Organizers paid Woods a reported $2 million appearance fees to come to the tournament, his first visit to New Zealand. His caddie, Steve Williams, grew up around the Paraparaumu Beach layout and played the course as a junior.

NEW ZEALAND OUTING: Tiger Woods spent Saturday afternoon dodging raindrops in the New Zealand Open and Saturday night watching caddie Steve Williams race at Manawatu Motor Speedway.

Williams competed in three 12-lap races on the dirt-track oval in his converted Ford Mustang.

Speedway organizers at Palmerston North, 45 miles north of the tournament venue at Paraparaumu Beach, were surprised to receive a phone call an hour before racing began saying Woods and Williams were on their way.

Rain had forced the postponement of racing at the Te Marua Speedway north of Wellington where Williams had originally planned to race Saturday night with Woods as his guest.

A police helicopter flew to the Manawatu track before Woods' arrival and armed members of the tactical squad assigned to Woods' protection this week searched the course before racing began.

Another helicopter arrived with more armed police and Woods and Williams arrived in a third helicopter minutes later.

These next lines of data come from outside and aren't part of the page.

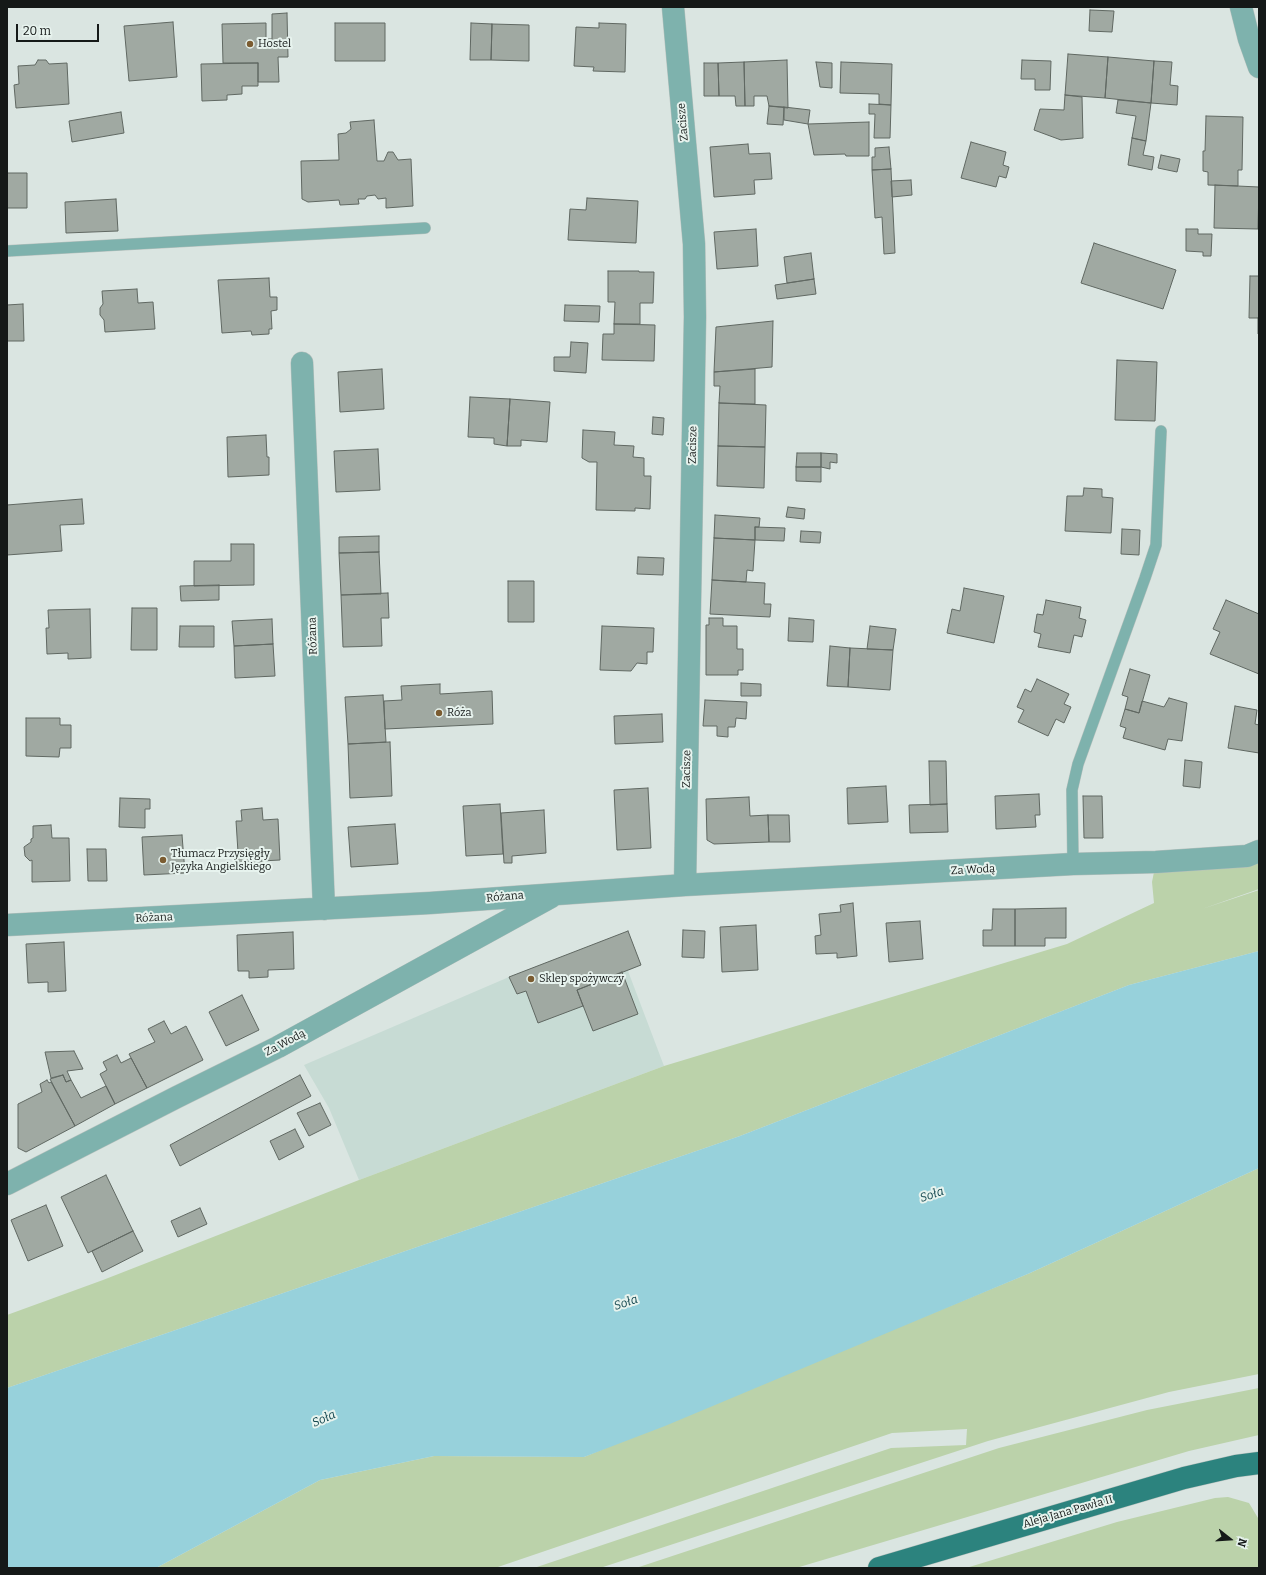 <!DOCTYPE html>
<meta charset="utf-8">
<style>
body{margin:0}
#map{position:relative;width:1266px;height:1575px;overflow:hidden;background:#dae5e1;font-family:Bitter,serif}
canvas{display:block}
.frame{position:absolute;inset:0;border:8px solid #151918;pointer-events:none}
.north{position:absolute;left:1210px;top:1519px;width:40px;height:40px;-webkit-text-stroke:3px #e7f3ee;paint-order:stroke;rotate:107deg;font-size:11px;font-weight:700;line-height:16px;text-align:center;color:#151918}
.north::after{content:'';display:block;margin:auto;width:14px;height:18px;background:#151918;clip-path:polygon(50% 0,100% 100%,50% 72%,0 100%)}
.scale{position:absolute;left:16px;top:24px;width:83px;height:18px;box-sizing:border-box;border:2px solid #151918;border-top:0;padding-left:5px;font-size:12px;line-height:14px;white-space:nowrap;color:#151918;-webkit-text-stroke:3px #e7f3ee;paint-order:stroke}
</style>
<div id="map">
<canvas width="1266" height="1575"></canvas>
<div class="frame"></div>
<div class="north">N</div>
<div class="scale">20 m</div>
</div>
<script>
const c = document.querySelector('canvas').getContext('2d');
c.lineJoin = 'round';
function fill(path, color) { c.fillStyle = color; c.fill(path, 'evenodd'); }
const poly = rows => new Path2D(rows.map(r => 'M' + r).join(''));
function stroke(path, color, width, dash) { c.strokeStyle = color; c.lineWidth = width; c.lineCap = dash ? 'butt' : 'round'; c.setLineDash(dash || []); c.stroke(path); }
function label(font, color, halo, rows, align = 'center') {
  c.font = font + ' Bitter,serif'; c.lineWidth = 4; c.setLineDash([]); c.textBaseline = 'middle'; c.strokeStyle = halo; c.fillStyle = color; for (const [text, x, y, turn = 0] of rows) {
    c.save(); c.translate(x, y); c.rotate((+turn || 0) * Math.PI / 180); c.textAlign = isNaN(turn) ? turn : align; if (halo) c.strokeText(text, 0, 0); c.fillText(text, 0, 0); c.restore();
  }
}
fill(poly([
 [628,931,641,965,628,971,664,1066,359,1180,329,1108,304,1065,509,977]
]), '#c7dbd4');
fill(poly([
 [1259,851,1259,889,1202,909,1259,890,1259,951,1129,985,740,1136,7,1388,7,1315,103,1280,359,1180,664,1066,1067,944,1154,903,1152,882,1156,862],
 [1259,1168,1259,1374,1169,1392,988,1441,600,1568,534,1568,891,1448,966,1445,967,1429,892,1433,495,1568,156,1568,320,1480,434,1456,584,1457,1030,1273],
 [1259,1388,1259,1435,1189,1451,796,1568,636,1568,999,1448,1147,1410],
 [1228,1497,1249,1503,1258,1518,1259,1568,966,1568,1117,1522,1215,1498]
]), '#bbd2aa');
fill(poly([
 [1259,951,1259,1168,1030,1273,665,1426,584,1457,434,1456,320,1480,156,1568,7,1568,7,1388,740,1136,1129,985]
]), '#97d1db');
const building = poly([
 [1090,10,1114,11,1112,32,1089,31,1090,10],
 [287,13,288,57,278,57,279,82,258,82,258,63,223,63,222,24,266,23,266,39,272,39,272,14,287,13],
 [173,22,177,77,129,81,124,26,173,22],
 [335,23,385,23,385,61,335,61,335,23],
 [471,23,492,24,491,60,470,60,471,23],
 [599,23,626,24,625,72,593,71,594,67,574,66,576,27,599,28,599,23],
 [492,24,529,25,529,61,491,60,492,24],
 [1068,54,1108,57,1105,98,1065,95,1068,54],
 [1108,57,1154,61,1151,103,1105,98,1108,57],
 [38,60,46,60,49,64,67,63,69,104,16,108,14,85,19,84,18,66,35,65,38,60],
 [787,60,788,108,769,106,767,96,754,96,754,106,745,106,744,62,787,60],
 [1022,60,1051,61,1050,90,1035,90,1035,79,1021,79,1022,60],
 [1154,61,1172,62,1170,85,1178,86,1177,105,1151,103,1154,61],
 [744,62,745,106,736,106,735,96,719,96,718,63,744,62],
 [816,62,832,63,832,88,820,87,816,62],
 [841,62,892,64,891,105,879,104,879,94,840,93,841,62],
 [258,63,258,86,242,86,242,94,227,95,227,100,202,101,201,64,258,63],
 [704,63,718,63,719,96,704,96,704,63],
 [1065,95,1082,97,1083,138,1061,140,1034,130,1040,109,1064,110,1065,95],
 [1118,100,1151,103,1146,141,1132,138,1136,116,1116,113,1118,100],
 [869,104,891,105,890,138,874,138,875,114,869,114,869,104],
 [769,106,784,107,783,125,767,124,769,106],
 [784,107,810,110,808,124,784,120,784,107],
 [121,112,124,133,72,142,69,121,121,112],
 [1206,116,1243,117,1242,170,1238,170,1238,186,1208,185,1208,172,1203,171,1203,151,1205,151,1206,116],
 [374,120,377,161,384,161,388,152,393,152,398,160,411,159,413,206,386,208,386,198,378,199,375,195,367,196,365,199,358,199,359,204,340,205,339,200,308,202,302,199,301,161,339,160,338,134,346,133,351,129,350,122,374,120],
 [869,122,869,156,846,156,845,154,814,155,808,124,869,122],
 [1132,138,1146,141,1143,155,1154,157,1152,170,1128,165,1132,138],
 [971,142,1006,152,1003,165,1009,167,1006,178,999,176,996,187,961,178,971,142],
 [748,144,749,154,770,153,772,179,754,180,755,194,714,197,710,147,748,144],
 [889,147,891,169,872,170,872,157,875,157,875,148,889,147],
 [1161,155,1180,159,1177,172,1158,168,1161,155],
 [891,169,895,253,884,254,882,217,875,218,872,170,891,169],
 [7,173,27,173,27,208,7,208,7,173],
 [911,180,912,195,892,197,891,181,911,180],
 [1215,185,1259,187,1258,229,1214,228,1215,185],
 [587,198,638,201,636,243,568,240,570,209,586,210,587,198],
 [116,199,118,231,66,233,65,202,116,199],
 [756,229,758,266,717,269,714,232,756,229],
 [1186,229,1198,229,1198,234,1212,234,1211,256,1203,256,1203,252,1186,251,1186,229],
 [1094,243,1176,270,1163,309,1081,283,1094,243],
 [811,253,814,279,787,283,784,257,811,253],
 [608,271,639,271,639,272,654,272,653,303,640,303,640,324,614,324,615,302,608,302,608,271],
 [1250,276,1259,276,1259,318,1249,318,1250,276],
 [269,278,270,297,277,297,277,310,271,311,272,329,269,329,269,334,252,335,251,331,222,333,218,280,269,278],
 [814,279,816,294,777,299,775,285,814,279],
 [137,289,138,303,153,302,155,329,105,332,104,320,100,315,100,308,103,304,102,291,137,289],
 [23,304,24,341,7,341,7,305,23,304],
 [565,305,600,306,599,322,564,321,565,305],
 [1258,318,1259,318,1259,334,1258,334,1258,318],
 [773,321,772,367,714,372,716,327,773,321],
 [614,324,655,325,654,361,602,360,603,334,614,334,614,324],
 [571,342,588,343,586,373,554,371,554,357,570,357,571,342],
 [1117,360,1157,362,1155,421,1115,420,1117,360],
 [382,369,384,409,340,412,338,372,382,369],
 [755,369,755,404,719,403,720,386,714,386,714,372,755,369],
 [470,397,510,399,507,446,494,444,494,438,468,437,470,397],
 [510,399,550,402,547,442,521,440,521,446,507,446,510,399],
 [719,403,766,405,765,447,718,446,719,403],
 [653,417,664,418,663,435,652,434,653,417],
 [583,430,615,432,614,445,634,446,633,457,644,458,644,476,651,476,650,509,635,508,635,511,596,510,597,462,589,462,582,458,583,430],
 [266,435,267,457,269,457,269,475,228,477,227,437,266,435],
 [718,446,765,447,764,488,717,486,718,446],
 [378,449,380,490,336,492,334,451,378,449],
 [797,453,821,453,821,467,796,467,797,453],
 [821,453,837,454,837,463,830,462,830,469,821,467,821,453],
 [796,467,821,467,821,482,796,481,796,467],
 [1084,488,1102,489,1102,497,1113,498,1111,533,1065,531,1067,496,1083,496,1084,488],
 [82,499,84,524,60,525,62,551,7,555,7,505,82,499],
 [788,507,805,509,804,519,786,517,788,507],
 [715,515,760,518,759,527,755,527,755,540,714,538,715,515],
 [755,527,785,528,784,541,755,540,755,527],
 [1122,529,1140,530,1139,555,1121,554,1122,529],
 [801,531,821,532,820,543,800,542,801,531],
 [379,536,379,552,339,553,339,537,379,536],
 [714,538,755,540,753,571,747,570,746,582,712,580,714,538],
 [231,544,254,544,254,585,194,586,194,561,231,561,231,544],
 [379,552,381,594,341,595,339,553,379,552],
 [638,557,664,558,663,575,637,574,638,557],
 [712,580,765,583,764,604,771,604,770,617,710,614,712,580],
 [508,581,534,581,534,622,508,622,508,581],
 [219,585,219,600,181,601,180,586,219,585],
 [964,588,1004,596,994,643,947,633,952,609,960,611,964,588],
 [388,593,389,618,381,618,382,646,343,647,341,595,388,593],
 [1046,600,1081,607,1079,618,1086,620,1082,637,1074,635,1070,653,1038,647,1041,634,1034,632,1037,614,1043,615,1046,600],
 [1226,600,1259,614,1259,674,1210,654,1220,632,1213,629,1226,600],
 [132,608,157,608,157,650,131,650,132,608],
 [90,609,91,658,68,659,68,653,47,654,46,628,49,628,48,610,90,609],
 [709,618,723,618,723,626,737,626,737,649,743,649,743,670,738,670,738,675,706,675,706,625,709,625,709,618],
 [789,618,814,620,813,642,788,641,789,618],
 [272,619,273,644,234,646,232,621,272,619],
 [180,626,214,626,214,647,179,647,180,626],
 [602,626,654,628,653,652,647,652,647,664,637,663,631,671,600,670,602,626],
 [870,626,896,629,893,650,867,649,870,626],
 [273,644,275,676,235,678,234,646,273,644],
 [830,646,850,648,848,687,827,686,830,646],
 [850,648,893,650,890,690,848,687,850,648],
 [1130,669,1150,675,1139,713,1125,709,1128,697,1122,695,1130,669],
 [1037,679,1069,694,1064,704,1071,707,1064,723,1056,719,1048,736,1018,722,1024,710,1017,707,1025,689,1031,692,1037,679],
 [741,683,761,684,761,696,741,696,741,683],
 [440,684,440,694,492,691,493,724,385,729,384,701,402,700,401,686,440,684],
 [383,695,386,742,348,744,345,697,383,695],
 [1169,698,1187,703,1182,741,1168,739,1165,750,1123,738,1126,728,1120,726,1125,709,1139,713,1142,701,1164,707,1169,698],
 [705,700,747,702,746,719,736,718,735,727,728,727,728,737,717,736,717,726,703,726,705,700],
 [1235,706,1257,710,1255,724,1259,725,1259,753,1228,748,1235,706],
 [662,714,663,742,615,744,614,716,662,714],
 [26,718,60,718,60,725,71,725,71,748,60,748,59,757,26,756,26,718],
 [390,742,392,796,350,798,348,744,390,742],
 [1185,760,1202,762,1200,788,1183,786,1185,760],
 [929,761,946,761,947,804,930,805,929,761],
 [886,786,888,822,848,824,847,788,886,786],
 [648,788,651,848,617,850,614,790,648,788],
 [1039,794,1040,815,1035,815,1036,827,996,829,995,796,1039,794],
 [1083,796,1102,796,1103,838,1084,838,1083,796],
 [749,797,750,816,768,815,769,842,714,844,707,840,706,799,749,797],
 [120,798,150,799,150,809,145,809,145,828,119,827,120,798],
 [500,804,503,854,466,856,463,806,500,804],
 [947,804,948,832,910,833,909,805,947,804],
 [262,808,263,820,278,819,280,860,261,861,261,867,239,868,236,821,242,821,241,810,262,808],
 [544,810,546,853,512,856,512,863,504,863,501,813,544,810],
 [768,815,789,815,790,842,769,842,768,815],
 [395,824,398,864,351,867,348,827,395,824],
 [51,825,52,838,69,838,70,881,32,882,32,860,30,861,25,856,24,847,31,842,31,839,33,838,33,826,51,825],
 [182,835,185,873,144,875,142,837,182,835],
 [87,849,106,849,107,881,88,881,87,849],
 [853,903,857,956,837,958,837,953,816,954,815,936,821,935,819,914,841,912,840,905,853,903],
 [1066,908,1066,938,1045,938,1045,946,1015,946,1015,909,1066,908],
 [993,909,1015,909,1015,946,983,946,983,930,992,930,993,909],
 [920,921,923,959,889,962,886,923,920,921],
 [756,925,758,970,722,972,720,927,756,925],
 [683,930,705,931,704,958,682,957,683,930],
 [628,931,641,965,577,990,583,1006,538,1023,526,991,517,994,509,977,628,931],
 [293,932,294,969,268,970,268,977,249,978,249,971,238,971,237,935,293,932],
 [64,942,66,991,48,992,48,982,28,983,26,944,64,942],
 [622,972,638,1014,593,1031,577,990,622,972],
 [242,995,259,1030,226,1046,209,1012,242,995],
 [164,1021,171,1034,186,1026,203,1060,147,1088,129,1054,155,1042,148,1029,164,1021],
 [74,1051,83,1069,67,1071,71,1080,66,1082,63,1075,51,1078,45,1052,74,1051],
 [117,1055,121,1063,131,1058,147,1088,115,1104,100,1074,107,1070,103,1062,117,1055],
 [63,1075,66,1082,71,1080,81,1098,106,1086,115,1104,75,1126,50,1079,63,1075],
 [300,1075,311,1096,180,1166,170,1145,300,1075],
 [47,1080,49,1083,51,1082,75,1126,26,1152,18,1148,18,1104,42,1092,40,1084,47,1080],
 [320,1103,331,1125,309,1136,297,1113,320,1103],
 [295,1129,304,1147,279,1160,270,1141,295,1129],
 [106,1175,133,1231,88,1253,61,1197,106,1175],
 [46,1205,63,1246,28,1261,11,1220,46,1205],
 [200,1208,207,1224,178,1237,171,1221,200,1208],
 [133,1231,143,1251,102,1272,92,1251,133,1231]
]);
fill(building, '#a0a9a2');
stroke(building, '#606862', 1);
const service = poly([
 [7,251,425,228],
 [1073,864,1072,790,1078,764,1145,578,1156,545,1161,431]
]);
const minor = poly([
 [673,7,694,244,695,317,685,885],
 [1241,7,1249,39,1259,67],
 [302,363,324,909],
 [7,925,430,903,685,885,1073,864,1156,862,1247,856,1259,851],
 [7,1184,177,1097,278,1047,551,897]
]);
const primary = poly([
 [879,1568,1184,1478,1236,1466,1259,1463]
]);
stroke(service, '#b7c0bd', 12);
stroke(minor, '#b7c0bd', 23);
stroke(primary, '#b7c0bd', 23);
stroke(service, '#7eb2ad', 11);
stroke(minor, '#7eb2ad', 22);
stroke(primary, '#2c837e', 22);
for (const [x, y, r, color] of [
 [250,44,4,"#7b5c31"],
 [439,713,4,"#7b5c31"],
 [163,860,4,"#7b5c31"],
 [531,979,4,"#7b5c31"]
]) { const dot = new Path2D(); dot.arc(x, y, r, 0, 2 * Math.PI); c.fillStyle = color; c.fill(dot); stroke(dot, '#e7f3ee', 1.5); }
label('11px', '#151918', '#e7f3ee', [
 ["Hostel",258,44],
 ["Róża",447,713],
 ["Tłumacz Przysięgły",171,854],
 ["Języka Angielskiego",171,867],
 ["Sklep spożywczy",539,979]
], 'left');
label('11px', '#151918', '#e7f3ee', [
 ["Zacisze",683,122,-95],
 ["Zacisze",693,445,-89],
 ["Różana",313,636,-92],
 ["Zacisze",687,769,-89],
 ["Za Wodą",973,870,-3],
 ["Różana",505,897,-5],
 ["Różana",154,918,-3],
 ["Za Wodą",285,1043,-28],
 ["Aleja Jana Pawła II",1068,1512,-16]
]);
label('italic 12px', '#164951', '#e7f3ee', [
 ["Soła",932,1195,-19],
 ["Soła",626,1303,-19],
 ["Soła",324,1419,-24]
]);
</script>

Williams' car had been driven to the course on a trailer earlier Saturday.

Security for Woods was tightened when the U.S. Embassy in Wellington received in December a letter containing cyanide and making threats against the tournament.

Race officials learned of Woods' attendance too late to publicize his appearance.

"There was probably a bit of a walkup crowd when people heard on the radio that he was there," spokesman Tony Coffin said. "A lot of people saw the helicopters arriving and might have guessed what was happening."

Woods watched Williams' race from the course press box, vacated for his use, and made several visits to the pits to watch Williams prepare his car for racing. He seemed relaxed and mixed freely with drivers, mechanics and spectators, Coffin said.

"Tiger seemed to enjoy the low profile and he seemed a bit frustrated when a whole pile of photographers turned up halfway through," Coffin said. "He was a bit more guarded after that."

SOUTH AFRICAN OPEN: Tim Clark took advantage of poor putting by James Kingston and took a two-stroke lead Saturday after the third round of the South African Open in Durban.

Clark shot a 4-under-par 68 and was at 204, 12-under par for the three rounds. U.S. Open champion Retief Goosen was a 69 in very windy conditions and was tied for second with Jonathan Lomas, who shot a 71.

Ernie Els, who opened with a 73 on Thursday, had a 68 and was six back in the even, cosponsored by the European PGA Tour.